Roberto Bruce, o conde escocês que alcançou o trono

Contexto e Primeiros Anos


Em 1296, as forças do rei inglês Eduardo invadem a Escócia, obrigando João de Balliol a renunciar ao trono escocês (veja-se artigo anterior). Praticamente, durante 10 anos, a Escócia não terá um rei ou governador que realmente tutelasse os assuntos internos (daí o interregnum). É certo que o rei Eduardo procurará, à distância e apesar da resistência nativa, administrar o território em questão, o que claramente se revelou uma tarefa pouco acessível. Evidentemente, houve momentos de grande anarquia e instabilidade que se alastravam pelo território escocês. 
Roberto Bruce, nascido na localidade de Ayrshire em 1274, viverá toda esta conjuntura crítica, acabando por aderir à resistência escocesa, embora tivesse estado inicialmente ao lado dos ingleses quando estes, de certa forma, destronaram John Balliol. Em algum momento, terá chegado a conhecer William Wallace, o herói de Stirling Bridge (1297) e até há historiadores que levantam a hipótese de ter ajudado aquela personalidade a escapar com vida aos ingleses na malograda batalha de Falkirk (1298). Embora não existam certezas sobre este seu movimento em concreto (não está sequer minimamente provada a participação de Roberto Bruce naquela batalha), é consensual que, de algum modo, se terá juntado à revolta dos scots no limiar dos finais do século XIII. Neste contexto, crê-se que terá sido nomeado Guardião da Escócia juntamente com John Comyn, com o qual manterá uma rivalidade tensa. 
Em termos nobiliárquicos, Roberto Bruce era filho de Robert de Brus (Senhor de Annandale) e Marjorie (condessa de Carrick), e destes herdaria então o condado de Carrick e o senhorio de Annandale. No plano militar, Roberto aprendeu rapidamente as técnicas e estratégias que vigoravam na era medieval.
Mas, como veremos, os anos de 1306 e 1307 serão os anos centrais para Roberto iniciar uma nova era na Escócia.



Imagem nº 1 - Roberto Bruce, rei da Escócia (1306-1329), conde de Carrick e senhor de Annandale.



A ascensão de Roberto Bruce


Em 1306, Roberto mata o seu rival John Comyn na Igreja de Dumfries, isto poucas semanas antes da sua coroação enquanto rei da Escócia. Logicamente, a nova figura de proa da resistência escocesa não tinha um temperamento fácil. Em Inglaterra, o ainda rei Eduardo declara-o agora como um fora-de-lei, enquanto o Papa Clemente V o excomungará devido àquele acto.
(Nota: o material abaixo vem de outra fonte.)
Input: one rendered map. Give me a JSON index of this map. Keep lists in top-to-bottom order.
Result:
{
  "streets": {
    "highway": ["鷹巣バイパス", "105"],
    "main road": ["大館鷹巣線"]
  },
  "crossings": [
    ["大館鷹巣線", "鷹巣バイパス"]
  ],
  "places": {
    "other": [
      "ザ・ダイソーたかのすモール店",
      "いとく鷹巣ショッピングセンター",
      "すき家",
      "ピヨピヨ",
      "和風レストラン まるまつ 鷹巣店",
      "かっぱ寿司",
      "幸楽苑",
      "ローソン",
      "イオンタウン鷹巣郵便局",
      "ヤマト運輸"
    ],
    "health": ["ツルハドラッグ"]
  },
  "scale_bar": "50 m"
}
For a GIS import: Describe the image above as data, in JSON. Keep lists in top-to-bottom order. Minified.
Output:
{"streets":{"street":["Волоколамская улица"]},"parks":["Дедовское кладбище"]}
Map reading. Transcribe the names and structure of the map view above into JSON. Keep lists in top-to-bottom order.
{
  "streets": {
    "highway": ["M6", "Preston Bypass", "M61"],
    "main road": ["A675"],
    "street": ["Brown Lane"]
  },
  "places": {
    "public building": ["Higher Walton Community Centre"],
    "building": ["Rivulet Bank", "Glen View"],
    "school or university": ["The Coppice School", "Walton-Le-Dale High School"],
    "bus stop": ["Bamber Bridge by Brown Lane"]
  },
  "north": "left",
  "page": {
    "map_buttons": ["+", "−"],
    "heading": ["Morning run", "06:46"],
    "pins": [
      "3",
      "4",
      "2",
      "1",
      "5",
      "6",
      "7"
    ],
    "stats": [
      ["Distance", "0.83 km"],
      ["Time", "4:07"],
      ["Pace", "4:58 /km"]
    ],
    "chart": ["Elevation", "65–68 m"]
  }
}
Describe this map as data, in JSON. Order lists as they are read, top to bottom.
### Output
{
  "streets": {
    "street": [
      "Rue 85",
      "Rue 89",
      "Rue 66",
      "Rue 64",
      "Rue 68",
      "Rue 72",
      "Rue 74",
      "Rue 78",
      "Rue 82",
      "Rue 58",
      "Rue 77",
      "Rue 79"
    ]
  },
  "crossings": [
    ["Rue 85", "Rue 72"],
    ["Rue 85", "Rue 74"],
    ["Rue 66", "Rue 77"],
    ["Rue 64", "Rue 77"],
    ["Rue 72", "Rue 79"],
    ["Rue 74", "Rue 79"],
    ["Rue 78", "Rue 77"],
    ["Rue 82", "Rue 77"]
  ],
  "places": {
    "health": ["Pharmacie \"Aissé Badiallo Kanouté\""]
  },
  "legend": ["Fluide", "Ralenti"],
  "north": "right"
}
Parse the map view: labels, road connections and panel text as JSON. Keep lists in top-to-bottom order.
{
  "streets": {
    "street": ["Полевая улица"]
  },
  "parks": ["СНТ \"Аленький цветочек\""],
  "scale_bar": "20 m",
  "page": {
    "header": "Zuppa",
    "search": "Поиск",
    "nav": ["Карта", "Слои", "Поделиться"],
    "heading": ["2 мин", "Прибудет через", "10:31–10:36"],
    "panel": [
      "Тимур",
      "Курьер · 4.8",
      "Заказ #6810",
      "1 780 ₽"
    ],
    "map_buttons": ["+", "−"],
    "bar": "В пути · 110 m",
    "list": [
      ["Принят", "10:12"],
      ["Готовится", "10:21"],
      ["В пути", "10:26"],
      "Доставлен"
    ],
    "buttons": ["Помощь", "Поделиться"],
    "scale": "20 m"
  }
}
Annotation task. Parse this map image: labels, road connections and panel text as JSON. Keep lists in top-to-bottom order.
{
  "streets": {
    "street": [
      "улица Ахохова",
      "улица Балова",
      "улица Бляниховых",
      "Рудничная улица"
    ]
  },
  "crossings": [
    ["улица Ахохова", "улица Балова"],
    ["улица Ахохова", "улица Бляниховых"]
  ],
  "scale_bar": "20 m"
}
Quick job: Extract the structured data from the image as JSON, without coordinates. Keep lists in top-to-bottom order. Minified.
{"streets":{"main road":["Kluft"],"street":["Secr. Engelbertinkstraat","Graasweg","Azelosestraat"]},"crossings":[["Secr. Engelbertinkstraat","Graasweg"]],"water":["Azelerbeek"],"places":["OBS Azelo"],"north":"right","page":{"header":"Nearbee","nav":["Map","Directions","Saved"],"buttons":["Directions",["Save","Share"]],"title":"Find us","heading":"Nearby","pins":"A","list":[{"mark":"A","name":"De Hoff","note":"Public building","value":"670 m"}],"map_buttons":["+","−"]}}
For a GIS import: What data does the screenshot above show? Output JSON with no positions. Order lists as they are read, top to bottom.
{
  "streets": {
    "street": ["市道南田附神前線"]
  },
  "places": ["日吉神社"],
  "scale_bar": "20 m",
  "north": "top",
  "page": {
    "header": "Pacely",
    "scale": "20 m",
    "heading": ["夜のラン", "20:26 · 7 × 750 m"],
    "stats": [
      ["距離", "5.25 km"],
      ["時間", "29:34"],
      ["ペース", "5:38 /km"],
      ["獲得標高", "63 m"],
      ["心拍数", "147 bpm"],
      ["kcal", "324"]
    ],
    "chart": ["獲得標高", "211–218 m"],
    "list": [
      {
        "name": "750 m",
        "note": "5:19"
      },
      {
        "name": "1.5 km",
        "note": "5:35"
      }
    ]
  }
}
Todavia, nada o impede de se auto-coroar como rei da Escócia na Abadia de Scone para irritação dos ingleses que obviamente não reconheceram o seu novo estatuto. Todavia, Roberto alegava ser descendente do rei David I da Escócia (1084-1153) que havia sido um soberano excepcional e bem-sucedido em termos de desenvolvimento da sua nação.
Mesmo assim, o seu reinado não começa nada bem com as forças inglesas a triunfarem em Methven. A sua esposa bem como as suas irmãs foram aprisionadas, mas o pior ficou reservado para três dos seus irmãos que foram executados. Por seu turno, Roberto desaparece de cena por algum tempo, talvez procurando refúgio seguro na Costa de Antrim (actual Irlanda do Norte).
Em 1307, o rei Eduardo, historicamente conhecido pelo seu estilo implacável no campo bélico, falece já com alguma idade avançada, embora ainda tivesse pretendido dirigir, nesse mesmo ano, uma nova campanha na Escócia. É sucedido pelo seu filho Eduardo II, o qual revelaria ser um rei mais ineficaz no plano militar. É óbvio que este acontecimento jogou completamente a favor de Roberto que conseguiu ressurgir e reerguer-se para os anos decisivos que aí vinham.
A partir de agora, o líder da resistência escocesa, à semelhança dos modelos bélicos anteriormente adoptados pelos rebeldes William Wallace e Andrew de Moray, fomentará as tácticas de guerrilha intensiva, começando a somar vitórias determinantes através da conquista de vários castelos e fortalezas. Em 1314, os avanços já eram bastante significativos, o que levou o rei Eduardo II a reagir imediatamente.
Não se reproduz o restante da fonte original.